Die „Knopfmacherstube“ ist ein kleiner Laden inmitten des Hofensembles von Hubert und Angelina Pucher. 1998 haben die beiden den halb verfallenen Bergbauernhof im Heiligenbluter Ortsteil Winkl erworben und daraus ein ganz besonderes Stück Heimat geformt. Braune Bergschafe, Cröllwitzer Puten, Österreichische Landgänse, ein buntes Hühnervolk, Kaninchen, Katzen und Hunde – alle Tiere dürfen hier frei herumlaufen. Gleich neben dem Hof plätschert der Gut-Tal-Bach dahin, und sogar eine kleine Kapelle gehört zu dem wunderschön gelegenen Anwesen.

Hubert Pucher beherrscht das Jahrhunderte alte und heute selten gewordene Handwerk des Knopfmachens.

Hubert Pucher beherrscht das Jahrhunderte alte und heute selten gewordene Handwerk des Knopfmachens.

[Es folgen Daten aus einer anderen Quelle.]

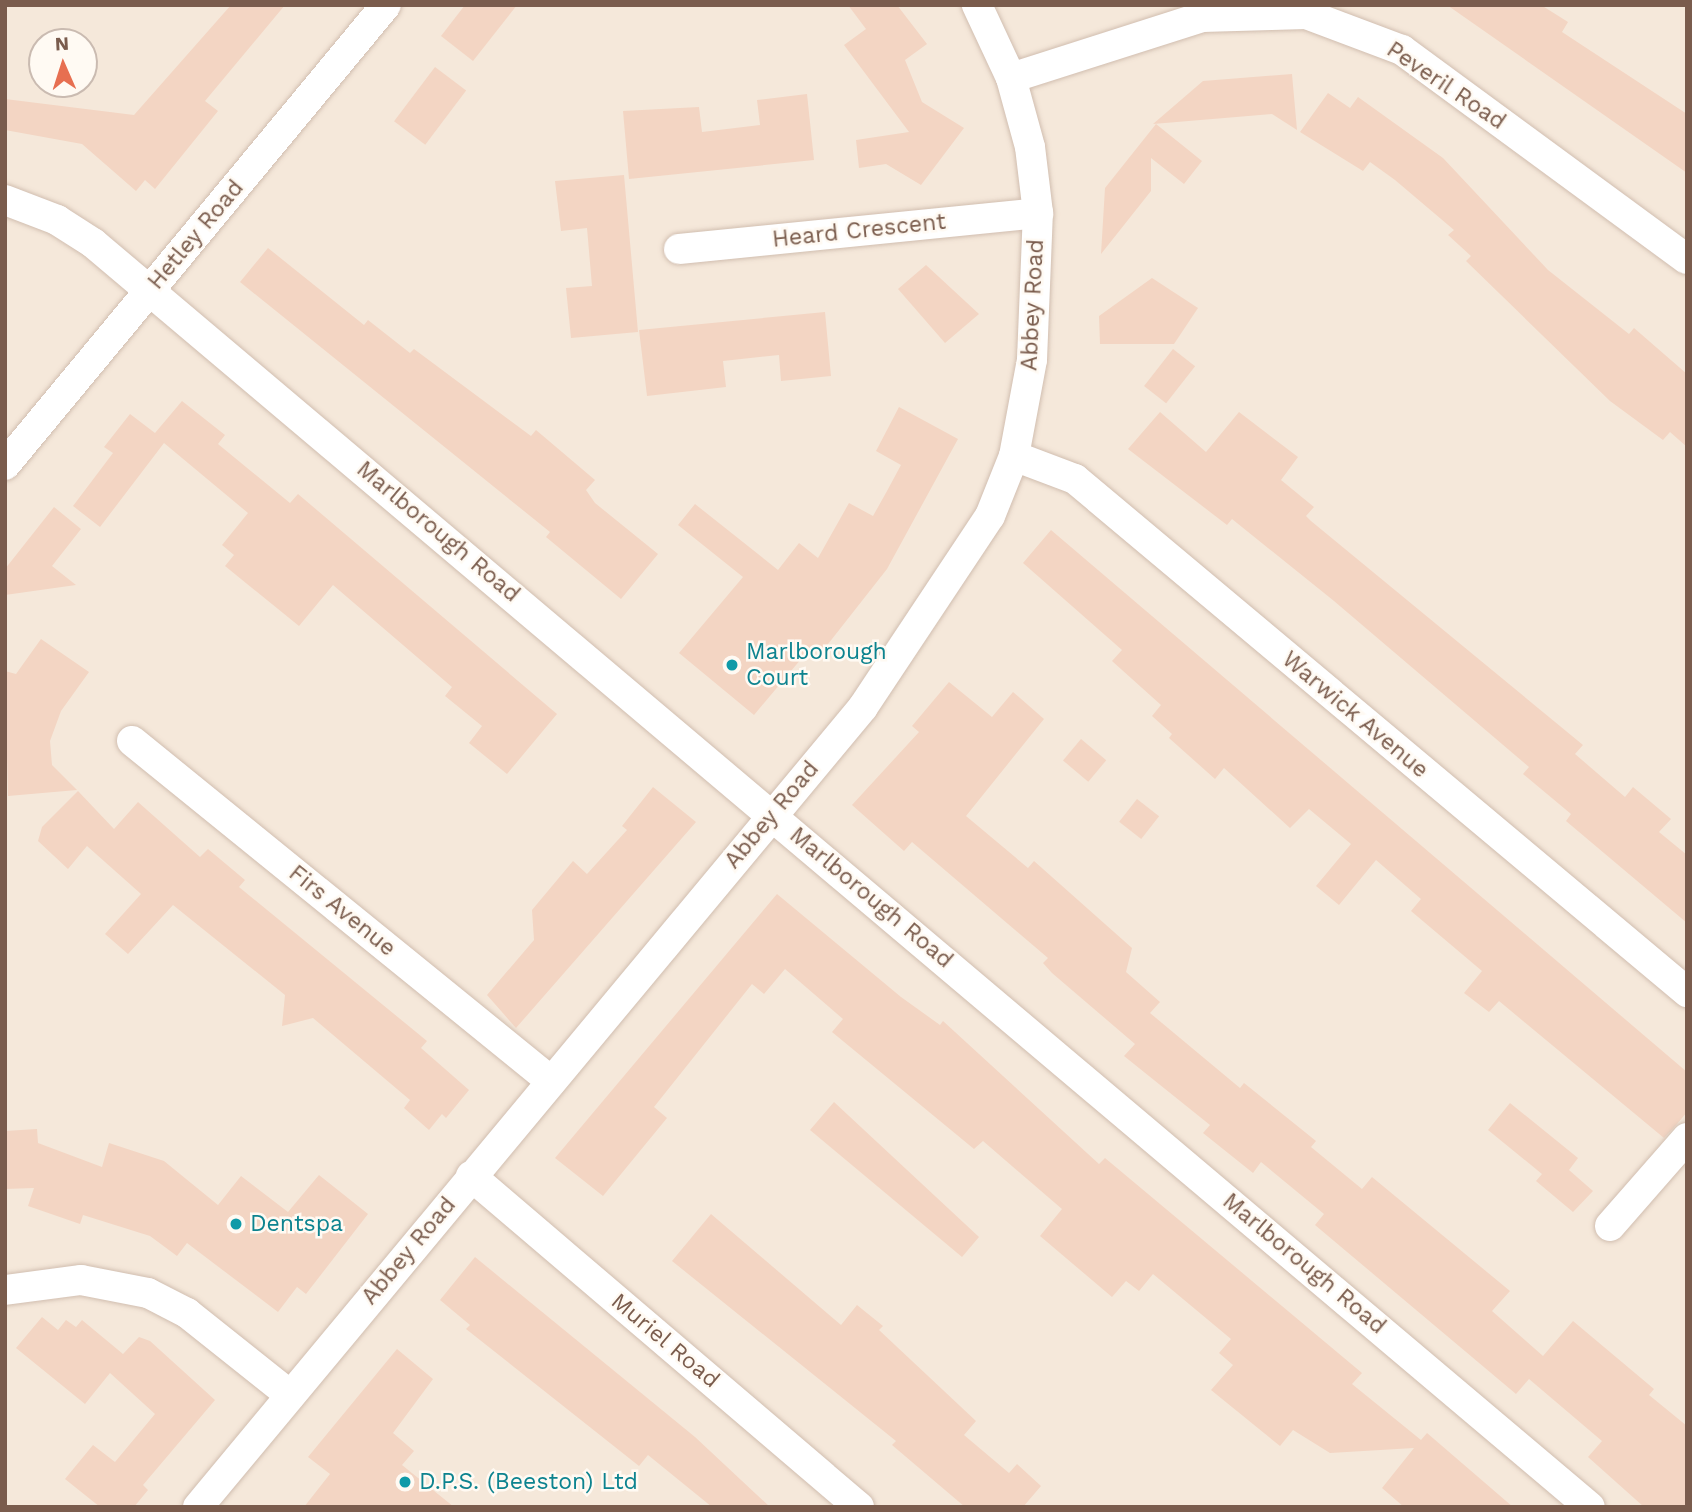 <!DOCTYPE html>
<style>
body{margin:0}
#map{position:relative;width:1692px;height:1512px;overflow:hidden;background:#fdf6ec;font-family:"Work Sans",sans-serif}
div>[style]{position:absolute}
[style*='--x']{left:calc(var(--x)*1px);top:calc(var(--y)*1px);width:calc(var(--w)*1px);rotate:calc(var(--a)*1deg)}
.residential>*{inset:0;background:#f5e8da}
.building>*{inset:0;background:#f3d5c3;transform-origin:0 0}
.roads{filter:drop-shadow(0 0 2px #d1beb0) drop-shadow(0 0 2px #d1beb0)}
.street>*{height:30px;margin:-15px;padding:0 15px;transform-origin:15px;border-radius:15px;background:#fff}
.dots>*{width:19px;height:19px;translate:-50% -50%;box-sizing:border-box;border:4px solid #fffaf3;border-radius:50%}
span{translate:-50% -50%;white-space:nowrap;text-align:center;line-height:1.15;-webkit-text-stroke:5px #fffaf3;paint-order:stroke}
.street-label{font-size:23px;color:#7a5c4d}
.culture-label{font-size:23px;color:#0d838f}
.left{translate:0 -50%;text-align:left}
.frame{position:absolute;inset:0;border:7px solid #7a5c4d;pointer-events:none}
.north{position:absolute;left:28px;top:28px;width:70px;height:70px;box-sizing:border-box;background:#fffaf3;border:2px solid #cabbb1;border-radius:50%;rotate:357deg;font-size:19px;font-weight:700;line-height:28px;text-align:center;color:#7a5c4d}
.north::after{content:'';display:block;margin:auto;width:24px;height:32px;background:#e76f51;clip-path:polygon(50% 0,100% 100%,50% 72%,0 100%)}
</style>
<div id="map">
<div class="residential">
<i style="clip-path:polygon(evenodd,5px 5px,1687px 5px,1687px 1507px,5px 1507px,5px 5px,42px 42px,84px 42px,84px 84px,42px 84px,42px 42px)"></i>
</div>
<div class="building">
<i style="clip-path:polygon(231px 5px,285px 5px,205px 101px,218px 111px,155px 189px,145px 180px,136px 191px,82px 144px,5px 130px,5px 99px,134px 115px)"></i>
<i style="clip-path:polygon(465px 5px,517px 5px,473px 61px,441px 36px)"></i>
<i style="clip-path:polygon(848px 5px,897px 5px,927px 44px,905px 60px,922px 102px,964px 128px,921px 185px,886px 164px,859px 168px,856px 140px,909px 132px,844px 45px,866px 29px)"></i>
<i style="clip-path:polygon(1447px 5px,1541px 5px,1568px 22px,1562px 32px,1687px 114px,1687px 173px)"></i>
<i style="left:435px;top:67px;width:39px;height:68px;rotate:37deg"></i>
<i style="clip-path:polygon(1292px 74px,1297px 130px,1272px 114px,1153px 124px,1203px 81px)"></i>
<i style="clip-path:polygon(1328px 93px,1350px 108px,1358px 97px,1443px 158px,1548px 270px,1629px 334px,1634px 328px,1687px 374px,1687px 447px,1670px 432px,1663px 440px,1610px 401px,1466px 261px,1471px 256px,1448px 235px,1454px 230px,1395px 180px,1370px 162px,1363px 171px,1300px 132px)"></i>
<i style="clip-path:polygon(807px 94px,814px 160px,629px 179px,623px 111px,699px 107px,702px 132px,760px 125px,757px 100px)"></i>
<i style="clip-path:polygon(1156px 124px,1202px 161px,1184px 184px,1151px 158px,1151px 191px,1101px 254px,1105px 188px)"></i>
<i style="clip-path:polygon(624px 175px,638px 332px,571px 338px,566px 288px,592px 286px,587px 228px,561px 231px,555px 181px)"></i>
<i style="clip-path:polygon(268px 248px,364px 325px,368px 320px,410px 353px,414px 349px,531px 436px,536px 430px,595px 480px,586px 490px,595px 503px,658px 554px,621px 599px,546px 537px,550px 532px,240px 282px)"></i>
<i style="clip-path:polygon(926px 265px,979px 314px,945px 343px,898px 289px)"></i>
<i style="clip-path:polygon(1152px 278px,1198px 308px,1174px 344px,1100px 344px,1099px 316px)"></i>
<i style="clip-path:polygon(825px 312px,831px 376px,781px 381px,779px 355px,723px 361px,726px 387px,647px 396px,639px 330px)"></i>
<i style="left:1173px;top:349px;width:28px;height:47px;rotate:38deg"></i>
<i style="clip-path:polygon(182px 401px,225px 435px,218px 444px,290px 503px,298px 494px,557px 714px,507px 774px,469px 743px,482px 726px,445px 696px,452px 687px,333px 585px,299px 626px,225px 566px,234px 555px,222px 545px,248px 513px,164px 443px,100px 527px,73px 506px,113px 453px,104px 447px,130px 414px,155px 433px)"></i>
<i style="clip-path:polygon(899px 407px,958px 439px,887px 569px,821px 653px,812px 646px,754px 715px,679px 653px,743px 577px,678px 525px,695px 504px,778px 570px,799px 543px,818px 558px,849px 503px,873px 516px,887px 491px,901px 465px,876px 451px)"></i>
<i style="clip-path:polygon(1160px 412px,1206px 452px,1239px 412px,1298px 457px,1281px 480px,1314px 507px,1306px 516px,1311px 521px,1583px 745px,1575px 754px,1625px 797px,1633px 787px,1671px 819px,1659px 832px,1687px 855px,1687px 923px,1566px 821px,1571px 814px,1523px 774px,1529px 767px,1334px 601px,1232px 519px,1227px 525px,1128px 449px)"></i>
<i style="clip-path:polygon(54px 507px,81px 529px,52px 566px,76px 585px,5px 595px,5px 569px)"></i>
<i style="clip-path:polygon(1051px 530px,1687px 1072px,1687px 1112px,1677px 1124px,1664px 1138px,1499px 1001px,1489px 1012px,1464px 993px,1482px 971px,1411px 911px,1421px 899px,1376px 860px,1339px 905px,1316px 886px,1351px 844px,1309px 809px,1290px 828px,1224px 768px,1215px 779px,1169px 738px,1172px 734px,1152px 716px,1161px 705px,1112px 661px,1122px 650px,1023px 563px)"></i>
<i style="clip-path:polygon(41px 639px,89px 672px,61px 711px,50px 741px,52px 765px,77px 790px,8px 796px,5px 671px,16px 674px)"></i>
<i style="clip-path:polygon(949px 682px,992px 717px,1013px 692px,1044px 719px,966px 816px,1028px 868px,1034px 861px,1132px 948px,1126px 972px,1160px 1002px,1150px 1013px,1240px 1088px,1244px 1083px,1316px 1141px,1311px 1147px,1362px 1189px,1372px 1177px,1510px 1291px,1492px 1311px,1543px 1356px,1573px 1321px,1654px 1389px,1649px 1395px,1687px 1426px,1687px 1507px,1644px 1507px,1588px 1457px,1602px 1441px,1529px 1379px,1516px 1394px,1315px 1225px,1324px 1214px,1261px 1162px,1253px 1173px,1203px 1133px,1210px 1125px,1124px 1056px,1135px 1044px,1052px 973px,1043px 963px,1048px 958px,912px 842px,904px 851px,852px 805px,919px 732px,912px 726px)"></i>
<i style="left:1081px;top:739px;width:33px;height:28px;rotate:40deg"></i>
<i style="clip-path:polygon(653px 787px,696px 822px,516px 1028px,487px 995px,534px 940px,532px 910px,573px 861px,587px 874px,627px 830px,622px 826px)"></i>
<i style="clip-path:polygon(78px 791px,114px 829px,138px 802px,200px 857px,208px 849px,245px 880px,239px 887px,427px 1041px,421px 1048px,469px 1090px,446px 1118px,442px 1114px,429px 1130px,404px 1108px,410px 1100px,313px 1018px,282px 1026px,285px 995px,173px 905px,128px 954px,105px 934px,141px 894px,87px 846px,68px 869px,38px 841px,42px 827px)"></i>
<i style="left:1137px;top:799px;width:28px;height:29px;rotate:38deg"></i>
<i style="clip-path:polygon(777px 894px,901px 997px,940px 1025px,943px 1021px,1099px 1164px,1105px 1158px,1362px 1373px,1352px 1384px,1421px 1440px,1427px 1433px,1513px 1507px,1404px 1507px,1382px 1488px,1414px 1448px,1330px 1453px,1293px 1430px,1280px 1446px,1211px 1390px,1233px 1365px,1219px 1353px,1231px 1339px,1153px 1274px,1139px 1291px,1126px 1281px,1112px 1297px,1040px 1236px,1062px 1209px,983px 1141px,974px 1149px,832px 1032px,843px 1019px,785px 969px,764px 994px,752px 984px,654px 1107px,667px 1118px,603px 1196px,555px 1158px)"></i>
<i style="clip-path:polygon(834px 1102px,979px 1237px,962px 1257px,810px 1130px)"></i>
<i style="clip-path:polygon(1510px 1103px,1578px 1158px,1569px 1170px,1593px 1191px,1573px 1212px,1536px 1181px,1542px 1174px,1488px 1130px)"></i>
<i style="clip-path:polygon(37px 1129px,38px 1143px,102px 1167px,109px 1143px,164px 1161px,218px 1205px,241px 1176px,288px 1212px,319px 1175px,368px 1214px,306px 1294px,297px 1287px,278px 1312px,187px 1243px,177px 1256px,150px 1236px,83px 1215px,80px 1224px,28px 1206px,34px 1188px,5px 1189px,5px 1131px)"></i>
<i style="clip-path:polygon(711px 1214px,841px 1325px,857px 1305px,883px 1326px,879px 1330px,976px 1421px,964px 1435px,1009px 1473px,1017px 1464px,1041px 1486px,1023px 1507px,965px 1507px,892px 1445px,896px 1441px,672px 1261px)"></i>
<i style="clip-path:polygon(475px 1257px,695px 1437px,770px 1507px,712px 1507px,648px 1455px,639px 1466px,466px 1329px,470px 1325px,440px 1300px)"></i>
<i style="clip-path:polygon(42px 1317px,58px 1330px,66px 1320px,76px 1327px,82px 1320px,123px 1354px,139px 1337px,150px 1341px,215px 1400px,143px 1485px,148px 1490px,134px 1507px,100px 1507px,65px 1479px,93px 1445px,115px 1462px,155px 1414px,110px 1373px,85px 1404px,16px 1348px)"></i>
<i style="clip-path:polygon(397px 1349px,433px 1379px,393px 1433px,414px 1451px,402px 1465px,454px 1507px,304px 1507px,330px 1474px,308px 1457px)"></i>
</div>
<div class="roads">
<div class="street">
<i style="--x:1011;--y:78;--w:201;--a:-17.7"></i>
<i style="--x:1202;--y:17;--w:104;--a:-1.7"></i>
<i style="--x:1306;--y:14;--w:103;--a:20.6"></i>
<i style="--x:1402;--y:50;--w:353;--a:36.3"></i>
<i style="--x:5;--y:200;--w:56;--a:21"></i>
<i style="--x:57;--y:220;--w:43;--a:32.6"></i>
<i style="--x:93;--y:243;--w:1959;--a:40.18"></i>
<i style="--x:679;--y:249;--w:361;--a:-5.7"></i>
<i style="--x:1014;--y:456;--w:65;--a:20.7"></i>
<i style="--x:1075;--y:479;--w:799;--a:39.97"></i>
<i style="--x:5;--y:465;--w:597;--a:-50.37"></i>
<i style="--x:132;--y:741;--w:540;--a:39.06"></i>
<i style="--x:471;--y:1176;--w:510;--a:40.47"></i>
<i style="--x:1610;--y:1226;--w:117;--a:-48.8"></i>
<i style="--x:5;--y:1290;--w:77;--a:-7.5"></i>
<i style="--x:81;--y:1280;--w:68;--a:11"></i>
<i style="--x:148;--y:1293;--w:44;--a:27.1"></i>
<i style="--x:187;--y:1313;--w:132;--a:38.5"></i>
<i style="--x:198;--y:1507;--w:1040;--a:-50.26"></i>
<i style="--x:863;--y:707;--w:229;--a:-56.4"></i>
<i style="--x:990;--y:516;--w:65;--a:-68.2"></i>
<i style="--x:1014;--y:456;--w:98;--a:-79.4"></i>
<i style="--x:1032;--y:360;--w:147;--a:-87.7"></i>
<i style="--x:1038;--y:213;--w:66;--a:-96.9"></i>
<i style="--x:1030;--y:147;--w:72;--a:-105.4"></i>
<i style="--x:1011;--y:78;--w:81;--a:-115"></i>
</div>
</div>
<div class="dots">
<i style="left:732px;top:665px;background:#0f9aa8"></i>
<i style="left:236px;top:1224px;background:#0f9aa8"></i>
<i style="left:405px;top:1482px;background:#0f9aa8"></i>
</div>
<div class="street-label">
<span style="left:1446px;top:86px;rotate:34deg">Peveril Road</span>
<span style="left:859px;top:231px;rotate:-6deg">Heard Crescent</span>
<span style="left:196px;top:235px;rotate:-50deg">Hetley Road</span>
<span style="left:1033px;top:305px;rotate:-87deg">Abbey Road</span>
<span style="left:438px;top:532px;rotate:40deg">Marlborough Road</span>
<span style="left:1355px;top:715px;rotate:40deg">Warwick Avenue</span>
<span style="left:772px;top:815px;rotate:-50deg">Abbey Road</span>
<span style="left:871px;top:898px;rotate:40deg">Marlborough Road</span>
<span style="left:342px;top:911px;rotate:39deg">Firs Avenue</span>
<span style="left:409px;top:1251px;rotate:-50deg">Abbey Road</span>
<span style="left:1304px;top:1264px;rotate:40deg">Marlborough Road</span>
<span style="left:665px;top:1341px;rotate:40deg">Muriel Road</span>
</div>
<div class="culture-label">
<span class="left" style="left:746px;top:665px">Marlborough<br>Court</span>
<span class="left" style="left:250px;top:1224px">Dentspa</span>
<span class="left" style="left:419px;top:1482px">D.P.S. (Beeston) Ltd</span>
</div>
<div class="frame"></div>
<div class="north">N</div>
</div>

Auf der Kröll-Alm lernte Maschinenbauer Hubert Pucher einst seine Frau Angelina – sie stammt aus dem kleinen Städtchen Murrhardt bei Stuttgart – kennen. „Ich wollte damals einmal als Senner auf einer Alm arbeiten. Aus einem Sommer wurden zehn, und auf der Alm ist mir auch die ,Frau fürs Leben‘ über den Weg gelaufen“, schmunzelt Hubert, nachdem wir in sein Reich – die Knopfmacher-Werkstatt – vorgedrungen sind. „Jeden lässt Hubert hier nicht herein. Ich muss erst einmal nachfragen“, hat uns Angelina mit einem Augenzwinkern zugeflüstert, nachdem sie uns an diesem idyllischen Ort auf 1.300 Metern Seehöhe empfangen hatte.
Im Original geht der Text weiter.